Disneyland wird 50

Foodservice feiert mit

Vor 50 Jahren, exakt am 17. Juli, eröffnete Disneyland im kalifornischen Anaheim seine Tore. Heute ist daraus ein globales Freizeitparkimperium geworden mit Standorten in Nordamerika, Europa und Asien. Die Urzelle an der Westküste der USA ist gewachsen auf eine über 30 ha große Vergnügungslandschaft, wo jährlich auch rund 200 Mio. Dollar Foodservice-Umsätze getätigt werden. Seit Mai wird gefeiert – 18 Monate am Stück. Nach starken Umsatzeinbrüchen infolge der Anschläge am 11. September 2001 geht es jetzt wieder kräftig bergauf – in Kürze öffnet im September in Hongkong der 11. Disney-Themenpark. Wenig später wird der langjährige CEO Michael Eisner durch einen neuen ersetzt.

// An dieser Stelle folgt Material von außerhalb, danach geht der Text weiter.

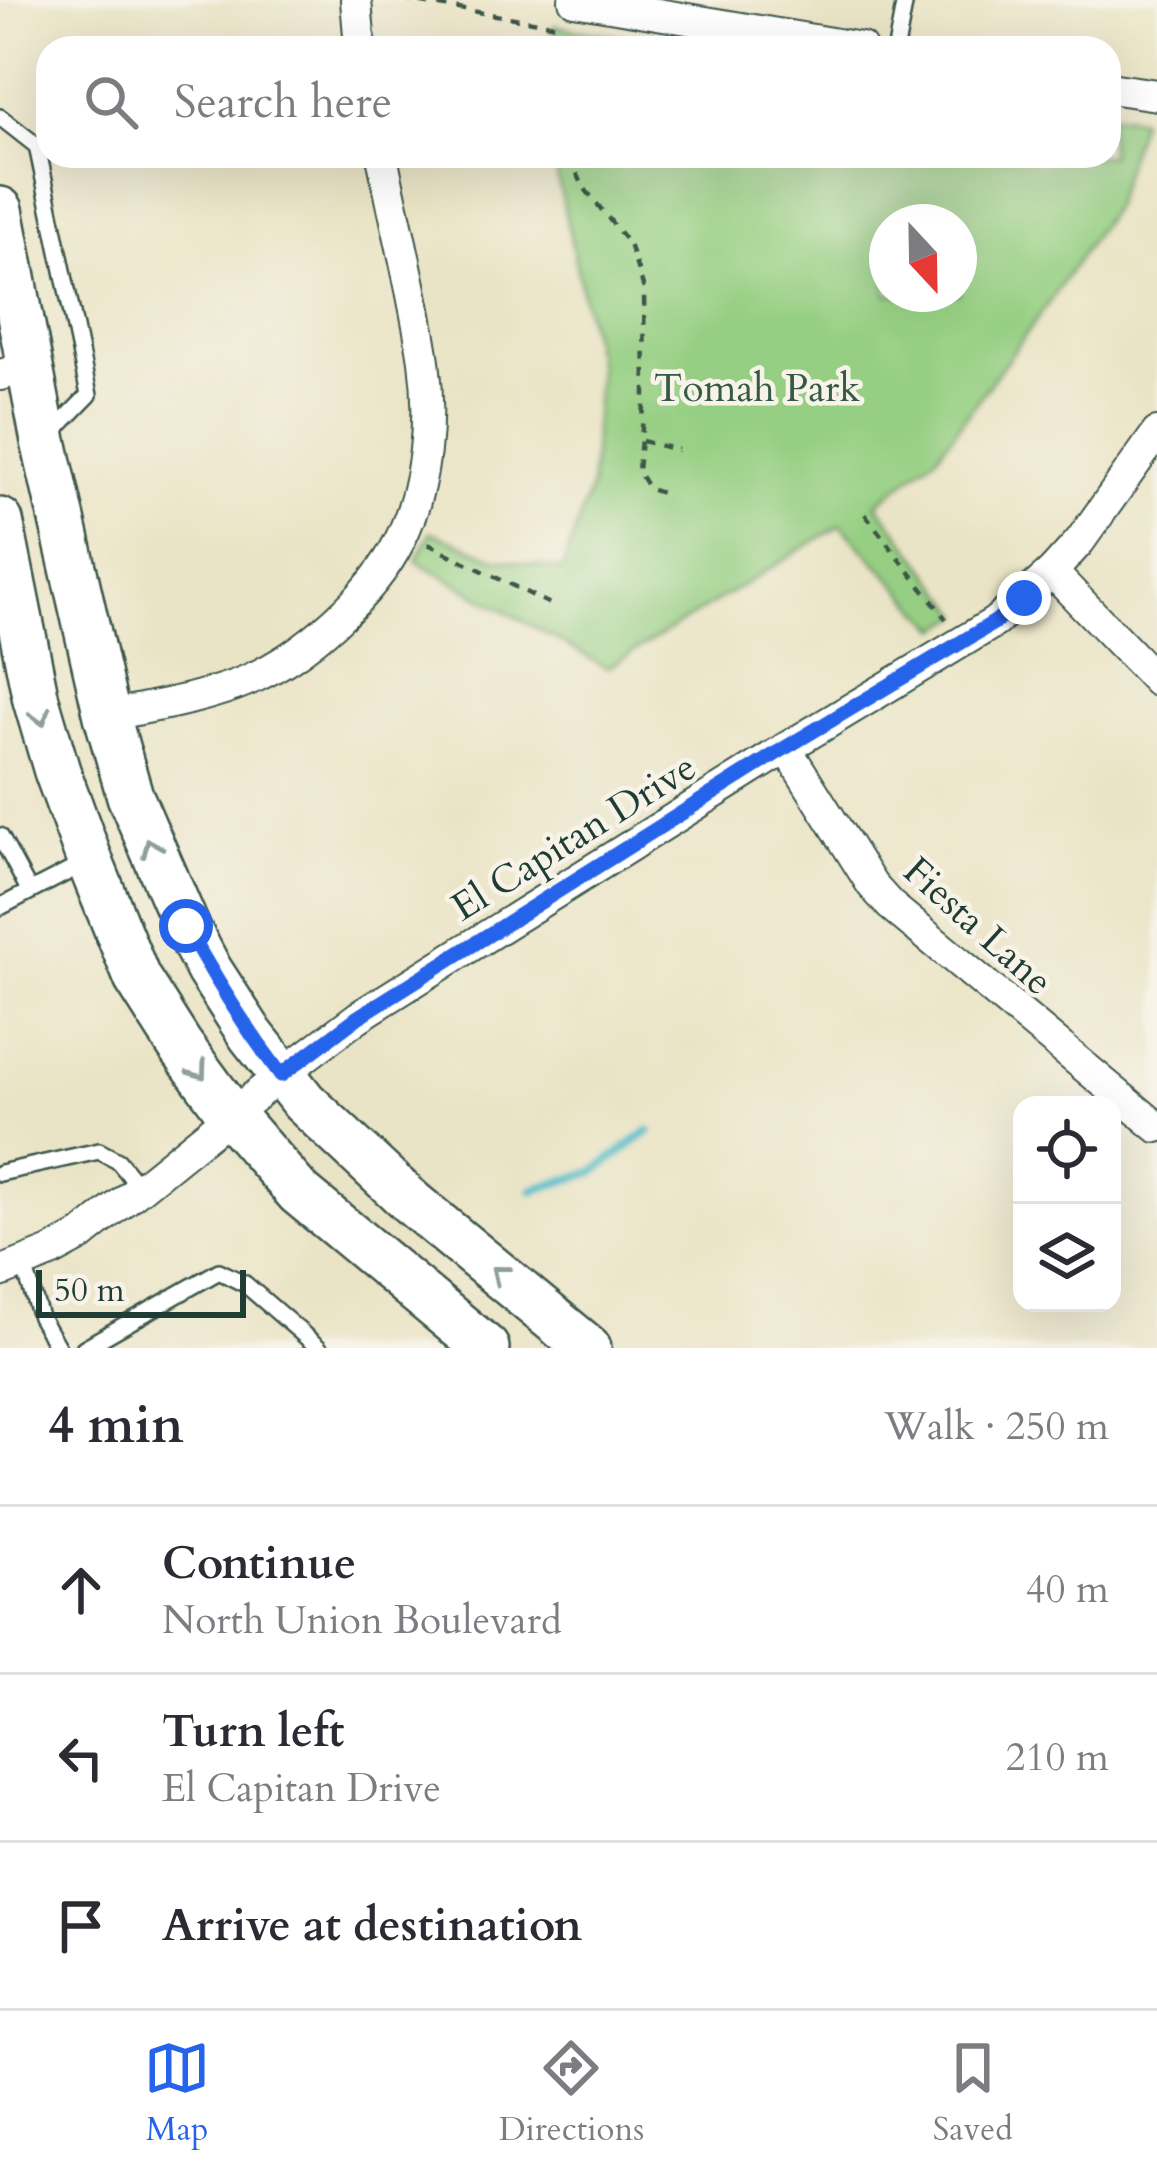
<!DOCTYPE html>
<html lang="en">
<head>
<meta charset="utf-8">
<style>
	:root { --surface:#fff; --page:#f2f2f3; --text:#2b2b33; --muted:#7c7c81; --line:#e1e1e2; --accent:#2563eb }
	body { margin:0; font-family:Cardo,serif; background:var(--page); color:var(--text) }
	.controls { position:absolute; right:36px; bottom:36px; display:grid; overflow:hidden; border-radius:24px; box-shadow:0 12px 48px #0002 }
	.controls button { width:108px; height:108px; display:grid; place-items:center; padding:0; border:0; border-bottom:3px solid var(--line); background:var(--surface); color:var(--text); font:60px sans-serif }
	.compass { position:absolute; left:869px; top:204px; width:108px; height:108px; border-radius:50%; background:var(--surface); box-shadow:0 12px 48px #0002; rotate:158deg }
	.scale { position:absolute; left:36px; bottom:30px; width:210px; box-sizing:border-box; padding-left:12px; border:6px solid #1f3d34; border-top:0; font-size:33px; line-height:42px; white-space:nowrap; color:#1f3d34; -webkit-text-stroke:9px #f7f3e8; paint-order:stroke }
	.stop { position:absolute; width:36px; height:36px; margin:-27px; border:9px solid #2563eb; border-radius:50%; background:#fff }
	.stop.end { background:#2563eb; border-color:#fff; box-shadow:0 3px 12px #0008 }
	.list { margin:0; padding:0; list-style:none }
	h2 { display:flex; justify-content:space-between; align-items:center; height:156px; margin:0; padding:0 48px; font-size:51px }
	h2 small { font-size:39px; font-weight:400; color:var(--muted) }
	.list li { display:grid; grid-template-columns:78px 1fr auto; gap:36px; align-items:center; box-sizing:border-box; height:168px; padding:0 48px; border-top:3px solid var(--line) }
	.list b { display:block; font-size:45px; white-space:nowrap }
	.list p { margin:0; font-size:39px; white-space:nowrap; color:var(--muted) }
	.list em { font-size:39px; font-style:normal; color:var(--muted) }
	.icon { flex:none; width:66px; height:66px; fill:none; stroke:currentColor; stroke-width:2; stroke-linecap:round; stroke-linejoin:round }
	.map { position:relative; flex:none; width:1157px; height:1348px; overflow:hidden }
	.search { position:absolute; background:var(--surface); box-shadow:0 12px 48px #0002; left:36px; right:36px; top:36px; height:132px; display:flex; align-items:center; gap:30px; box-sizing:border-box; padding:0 42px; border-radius:36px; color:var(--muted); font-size:45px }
	.sheet { height:660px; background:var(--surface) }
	nav { display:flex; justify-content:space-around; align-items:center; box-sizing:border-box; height:168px; border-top:3px solid var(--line); background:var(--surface); font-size:33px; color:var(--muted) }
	nav a { display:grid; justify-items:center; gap:6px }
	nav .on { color:var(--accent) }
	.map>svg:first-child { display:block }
	.green { fill:#96cf83; stroke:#5a865c; stroke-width:3; fill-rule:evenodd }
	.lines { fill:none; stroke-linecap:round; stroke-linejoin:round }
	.stream { stroke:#4fbcc8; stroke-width:9 }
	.service-casing { stroke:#3d564a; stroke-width:20 }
	.minor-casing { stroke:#3d564a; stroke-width:34 }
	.primary-casing { stroke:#3d564a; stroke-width:50 }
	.path { stroke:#3d564a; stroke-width:4.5; stroke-dasharray:9 9; stroke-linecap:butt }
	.service { stroke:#fff; stroke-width:15 }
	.minor { stroke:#fff; stroke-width:30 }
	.primary { stroke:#fff; stroke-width:45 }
	.oneway { stroke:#8f9e9a }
	.route { stroke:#2563eb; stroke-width:15 }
	.labels { text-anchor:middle; stroke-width:9; stroke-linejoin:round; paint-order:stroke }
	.park-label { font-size:39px; fill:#375a44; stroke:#f7f3e8 }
	.street-label { font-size:39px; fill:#1f3d34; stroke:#f7f3e8 }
</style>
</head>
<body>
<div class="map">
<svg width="1157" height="1348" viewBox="0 0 1157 1348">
	<rect width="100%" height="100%" fill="#f7f3e8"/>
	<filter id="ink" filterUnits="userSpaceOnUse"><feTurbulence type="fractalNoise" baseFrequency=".00833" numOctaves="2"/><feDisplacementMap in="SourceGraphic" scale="24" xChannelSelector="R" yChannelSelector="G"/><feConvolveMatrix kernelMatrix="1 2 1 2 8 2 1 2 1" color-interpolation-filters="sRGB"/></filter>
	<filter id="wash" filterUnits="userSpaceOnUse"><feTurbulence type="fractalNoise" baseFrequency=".004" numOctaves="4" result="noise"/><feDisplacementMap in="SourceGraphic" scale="48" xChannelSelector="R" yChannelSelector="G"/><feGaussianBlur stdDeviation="2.7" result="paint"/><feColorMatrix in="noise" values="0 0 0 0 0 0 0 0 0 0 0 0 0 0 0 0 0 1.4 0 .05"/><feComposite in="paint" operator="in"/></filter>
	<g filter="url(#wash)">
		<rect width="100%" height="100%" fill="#eae4c6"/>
		<g class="green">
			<path d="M554,26L692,48H551Z"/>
			<path d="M1109,114L1140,119L1113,206L1048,304L938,454L877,504L962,615L939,629L841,525L607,668L416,561L431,532L495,558L562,570L591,486L598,367L553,156H1109ZM959,222V294H887V222Z"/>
		</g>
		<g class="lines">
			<path class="stream" d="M533,1190L594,1172L649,1131"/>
		</g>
	</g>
	<g filter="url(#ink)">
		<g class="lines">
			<g class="service-casing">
				<g id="service">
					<path d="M896,48L905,0"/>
					<path d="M0,117L37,146L89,395L50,435"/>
					<path d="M0,836L29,890"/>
					<path d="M0,907L87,862"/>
					<path d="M0,1173L99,1151L118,1161L141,1189"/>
					<path d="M23,1263L40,1317L58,1348"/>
					<path d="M84,1348L219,1271L245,1284L319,1348"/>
				</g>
			</g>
			<g class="minor-casing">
				<g id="minor">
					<path d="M356,0L360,48"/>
					<path d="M574,0L861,48"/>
					<path d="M1109,88L1157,95"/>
					<path d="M0,375L30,367"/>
					<path d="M1052,572L1157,681"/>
					<path d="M107,716C153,706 204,699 248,680C304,656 373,595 400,540C426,487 432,420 424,361C414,293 396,224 382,156"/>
					<path d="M786,748L872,885L890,905L1157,1127"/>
					<path d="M0,1272L51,1252L82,1235L281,1075L358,1017L786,748L995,622L1052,572L1080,541L1157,433"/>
				</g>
			</g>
			<g class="primary-casing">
				<g id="primary">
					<path d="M0,210L44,441L107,716L130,796L186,926L209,970L251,1035L304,1102L412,1203L588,1348"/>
					<path d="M0,521L36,700L57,771L92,867L137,978L179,1044L232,1116L299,1193L486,1348"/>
				</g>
			</g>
			<g class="path">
				<path d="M403,0L557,25"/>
				<path d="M581,31L588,48"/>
				<path d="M575,156V170L585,189L629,244L644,289L645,396L638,471L649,489L665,494"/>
				<path d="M642,441L678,450"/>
				<path d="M865,514L946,619"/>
				<path d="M428,544L552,605"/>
			</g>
			<use href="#service" class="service"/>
			<use href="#minor" class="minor"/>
			<use href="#primary" class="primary"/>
		</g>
		<defs><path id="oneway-chevron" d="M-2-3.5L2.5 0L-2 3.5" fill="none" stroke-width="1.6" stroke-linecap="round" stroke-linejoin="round" transform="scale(3)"/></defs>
		<g class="oneway">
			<use href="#oneway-chevron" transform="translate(41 717) rotate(74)"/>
			<use href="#oneway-chevron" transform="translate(151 847) rotate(-113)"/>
			<use href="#oneway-chevron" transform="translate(199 1071) rotate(54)"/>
			<use href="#oneway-chevron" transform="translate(499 1273) rotate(-141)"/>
		</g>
	</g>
	<g class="lines" filter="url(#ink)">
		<path class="route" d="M186,926C214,978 245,1027 281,1075L358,1017L785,748L995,622L1024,598"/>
	</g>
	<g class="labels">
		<g class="park-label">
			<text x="757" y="401">Tomah Park</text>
		</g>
		<g class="street-label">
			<text transform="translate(573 836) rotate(-32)" y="14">El Capitan Drive</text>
			<text transform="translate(979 925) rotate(42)" y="14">Fiesta Lane</text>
		</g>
	</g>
</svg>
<div class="controls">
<button><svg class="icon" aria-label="locate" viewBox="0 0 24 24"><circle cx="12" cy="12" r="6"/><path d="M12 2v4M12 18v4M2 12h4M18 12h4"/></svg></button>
<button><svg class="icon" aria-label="layers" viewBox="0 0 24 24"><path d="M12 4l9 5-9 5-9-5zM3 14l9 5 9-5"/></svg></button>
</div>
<svg class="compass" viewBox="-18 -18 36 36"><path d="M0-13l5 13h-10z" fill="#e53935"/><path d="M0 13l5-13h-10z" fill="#7c7c81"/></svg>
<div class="scale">50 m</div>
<div class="stop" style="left:186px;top:926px"></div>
<div class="stop end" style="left:1024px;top:598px"></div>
<div class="search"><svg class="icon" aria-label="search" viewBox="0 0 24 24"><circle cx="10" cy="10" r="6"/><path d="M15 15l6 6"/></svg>Search here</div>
</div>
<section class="sheet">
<h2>4 min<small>Walk · 250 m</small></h2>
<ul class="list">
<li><svg class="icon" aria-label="ahead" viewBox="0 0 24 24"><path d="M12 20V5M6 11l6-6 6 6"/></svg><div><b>Continue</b><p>North Union Boulevard</p></div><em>40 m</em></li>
<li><svg class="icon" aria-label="left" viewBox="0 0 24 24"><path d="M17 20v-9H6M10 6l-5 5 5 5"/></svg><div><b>Turn left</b><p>El Capitan Drive</p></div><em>210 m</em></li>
<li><svg class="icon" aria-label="arrive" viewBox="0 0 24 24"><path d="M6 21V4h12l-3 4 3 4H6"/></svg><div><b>Arrive at destination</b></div></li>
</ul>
</section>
<nav>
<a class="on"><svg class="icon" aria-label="map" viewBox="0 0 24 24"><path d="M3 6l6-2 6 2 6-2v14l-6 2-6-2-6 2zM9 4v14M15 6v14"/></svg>Map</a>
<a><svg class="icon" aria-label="directions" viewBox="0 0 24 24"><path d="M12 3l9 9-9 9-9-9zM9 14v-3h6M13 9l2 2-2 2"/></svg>Directions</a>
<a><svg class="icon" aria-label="saved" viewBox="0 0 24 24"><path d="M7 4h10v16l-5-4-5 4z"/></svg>Saved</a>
</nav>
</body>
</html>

Als alles begann, damals 1955, bestand das Food-Angebot hauptsächlich aus Hamburgern und Hot-Dogs. Im letzten Jahr versorgte Disneyland in Anaheim 13 Mio. Gäste, im Durchschnitt serviert man 50.000 Mahlzeiten pro Tag. Das Foodservice-Portfolio reicht heute von Fastfood bis Fine Dining. Über die Hälfte der Foodservice-Sales in den Parks wird über Quickservice-Outlets generiert, feinste Fullservice-Angebote gewinnen an Popularität. Das hochpreisigste Angebot wird im Restaurant Napa Rose offeriert. Es eröffnete 2001 und bietet Hauptgerichte im Preisband von 26 bis 36 US-Dollar. Die Weinliste zählt über 1.000 Labels. Im Restaurant „The Vineyard Room“ beispielsweise kostet ein 3-Gang-Menü mit Wein 62 US-Dollar. Disney betreibt praktisch das komplette Foodservice-Spektrum im Park in Eigenregie, im Abendvergnügungsbereich (Downtown Disney) allerdings wird mit externen Marken kooperiert. Darunter House of Blues, Rain Forest Café sowie Ralph Brennan’s Jazz Kitchen.



Größter Disney-Standort ist und bleibt Orlando, wo zwischenzeitlich 4 riesige Parks und ein gigantisches Resortimperium jährlich über 30 Mio. Menschen anlocken. Dort hat der in Deutschland geborene Dieter Hannig als Senior Vice President Walt Disney World Food & Beverage das Selbstverständnis und Image der Gastronomie in den letzten 50 Jahren maßgeblich vorangetrieben. Unter seiner Ägide erhielt Foodservice zunehmend kulinarisch komplexe, über den Freizeitsektor hinaus trendsetzende Konturen. Er verantwortet nahezu eine Mrd. US-Dollar jährlichen Foodservice-Umsatz an diesem Mega-Standort der Company. Der Wert hat sich in den letzten 10 Jahren durch Entwicklung und Expansion exakt verdoppelt. Auf einer Fläche, zweimal so groß wie Manhatten stehen in 4 Themenparks und 17 Resorthotels insgesamt 90 Fullservice-Restaurants, 100 Quickservice-Units, fast 300 Snack-Food-Einheiten, 35 Lounges, 20 Pool Bars und 11 Nightclubs. Das macht alles in allem über 80 Mio. Gäste-Transaktionen pro Jahr. Etliche der Restaurants sind mit Auszeichnungen und Best-Ratings überhäuft.



Wer also in den nächsten Wochen/Monaten über dem großen Teich Ferien macht, sollte sich 1-2 fachliche Ferientage in der Welt der Mickey Mouse gönnen.